X.509 Certificate Chain Injection

What is this issue?

The "x5c" (X.509 Certificate Chain) header parameter can contain X.509 public key certificates. If not properly validated, attackers can inject self-signed certificates to bypass signature verification.

Why is it dangerous?

Vulnerable implementations may:

• Accept self-signed certificates without validation
• Trust any certificate provided in the header
• Skip proper certificate chain validation
• Allow attackers to sign tokens with their own certificates

Example attack

An attacker creates a self-signed certificate and includes it in the JWT header:

{
  "alg": "RS256",
  "typ": "JWT",
  "x5c": [
    "MIICDTCCAXYCCQDFkjsdf...self-signed-cert...",
    "MIIBkTCB+wIBADBXMQswCQYDVQQGEwJVUzELMAkGA1UECAwCQ0ExFjAUBgNVBAcMDU..."
  ]
}

How to fix it

• Implement proper certificate validation
• Verify certificates against trusted Certificate Authorities
• Check certificate expiration dates
• Validate the entire certificate chain
• Use certificate pinning when possible

# Python example - secure certificate validation
import ssl
import certifi
from cryptography import x509
from cryptography.hazmat.backends import default_backend

def validate_x5c_certificates(x5c_header):
    try:
        # Parse the first certificate
        cert_der = base64.b64decode(x5c_header[0])
        cert = x509.load_der_x509_certificate(cert_der, default_backend())
        
        # Verify certificate is not self-signed
        if cert.issuer == cert.subject:
            raise ValueError("Self-signed certificates not allowed")
        
        # Verify certificate is not expired
        now = datetime.utcnow()
        if cert.not_valid_after < now:
            raise ValueError("Certificate has expired")
        
        # Additional validation logic...
        return cert.public_key()
        
    except Exception as e:
        raise ValueError(f"Certificate validation failed: {str(e)}")

Content Type Manipulation

What is this issue?

The "cty" (Content Type) header parameter can declare the media type of the JWT payload.

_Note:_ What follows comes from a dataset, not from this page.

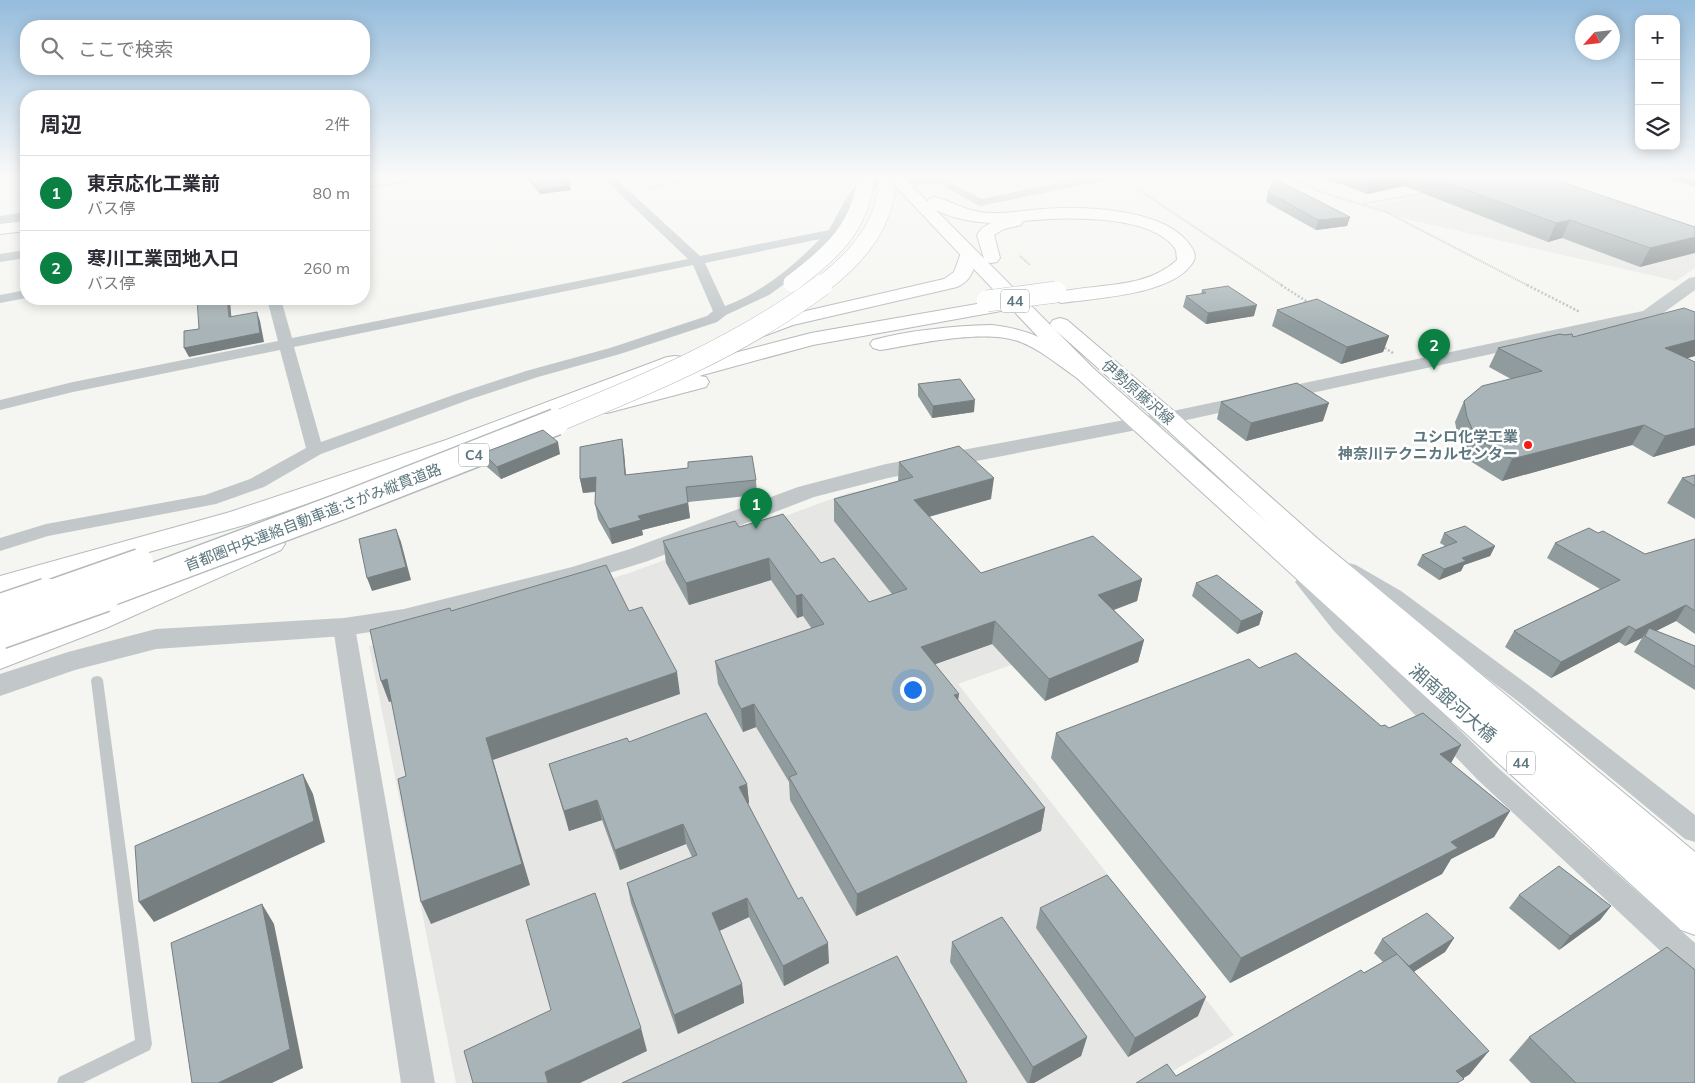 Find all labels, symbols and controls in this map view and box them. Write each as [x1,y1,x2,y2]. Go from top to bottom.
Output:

If signature verification is bypassed, attackers might manipulate this parameter to enable new attack vectors like XXE or deserialization attacks.

Why is it dangerous?

Manipulating the content type can enable:

• XML External Entity (XXE) attacks by setting cty to "text/xml"
• Deserialization attacks with "application/x-java-serialized-object"
• Other payload parsing vulnerabilities
• Bypass of content-type based security controls

Example attack

After bypassing signature verification, an attacker might use:

{
  "alg": "none",
  "typ": "JWT",
  "cty": "text/xml"
}

With a malicious XML payload:

<?xml version="1.0" encoding="UTF-8"?>
<!DOCTYPE root [
  <!ENTITY xxe SYSTEM "file:///etc/passwd">
]>
<user>
  <name>&xxe;</name>
  <role>admin</role>
</user>

How to fix it

• Always verify JWT signatures properly
• Don't process content-type headers from unverified tokens
• Use strict content-type validation
• Disable XML processing for JWT payloads
• Implement proper input validation regardless of content type

// Node.js example - secure content type handling
function processJWT(token) {
    // Always verify signature first
    const decoded = jwt.verify(token, secretKey);
    
    // Only accept standard JSON payloads
    if (decoded.header.cty && decoded.header.cty !== 'application/json') {
        throw new Error('Unsupported content type');
    }
    
    // Process the verified payload
    return decoded.payload;
}

Sensitive Data Exposure

What is this issue?

JWTs are encoded (Base64URL) but not encrypted by default. The payload is easily readable by anyone who has the token. Developers sometimes mistakenly include sensitive information in JWT payloads.

Why is it dangerous?

Sensitive data in JWT payloads can be:

• Viewed by anyone with access to the token
• Logged in server logs, browser history, or network traffic
• Exposed through XSS attacks if stored in localStorage
• Accidentally shared in URLs or error messages

Examples of sensitive data

• Passwords or password hashes
• Social security numbers
• Credit card information
• Personal identification numbers
• Internal system information
• Database connection strings

// BAD: Sensitive data in JWT
{
  "sub": "user123",
  "name": "John Doe",
  "ssn": "123-45-6789",
  "password": "hashedpassword123",
  "api_key": "secret-api-key-xyz",
  "salary": 75000,
  "credit_card": "4111-1111-1111-1111"
}

How to fix it

• Never include sensitive data in JWT payloads
• Use minimal claims (only what's necessary for authorization)
• Store sensitive data on the server, reference it by ID in the token
• Use JWE (JSON Web Encryption) for confidential data
• Audit your JWT payloads regularly

// GOOD: Minimal, non-sensitive claims
{
  "sub": "user123",
  "role": "user",
  "permissions": ["read", "write"],
  "exp": 1516242622,
  "iat": 1516239022
}

Missing or Misused Claims

What is this issue?

JWT provides several standard claims (exp, iat, nbf, aud, iss, sub, jti) that help ensure tokens are used correctly. Missing or improperly validated claims can lead to security vulnerabilities.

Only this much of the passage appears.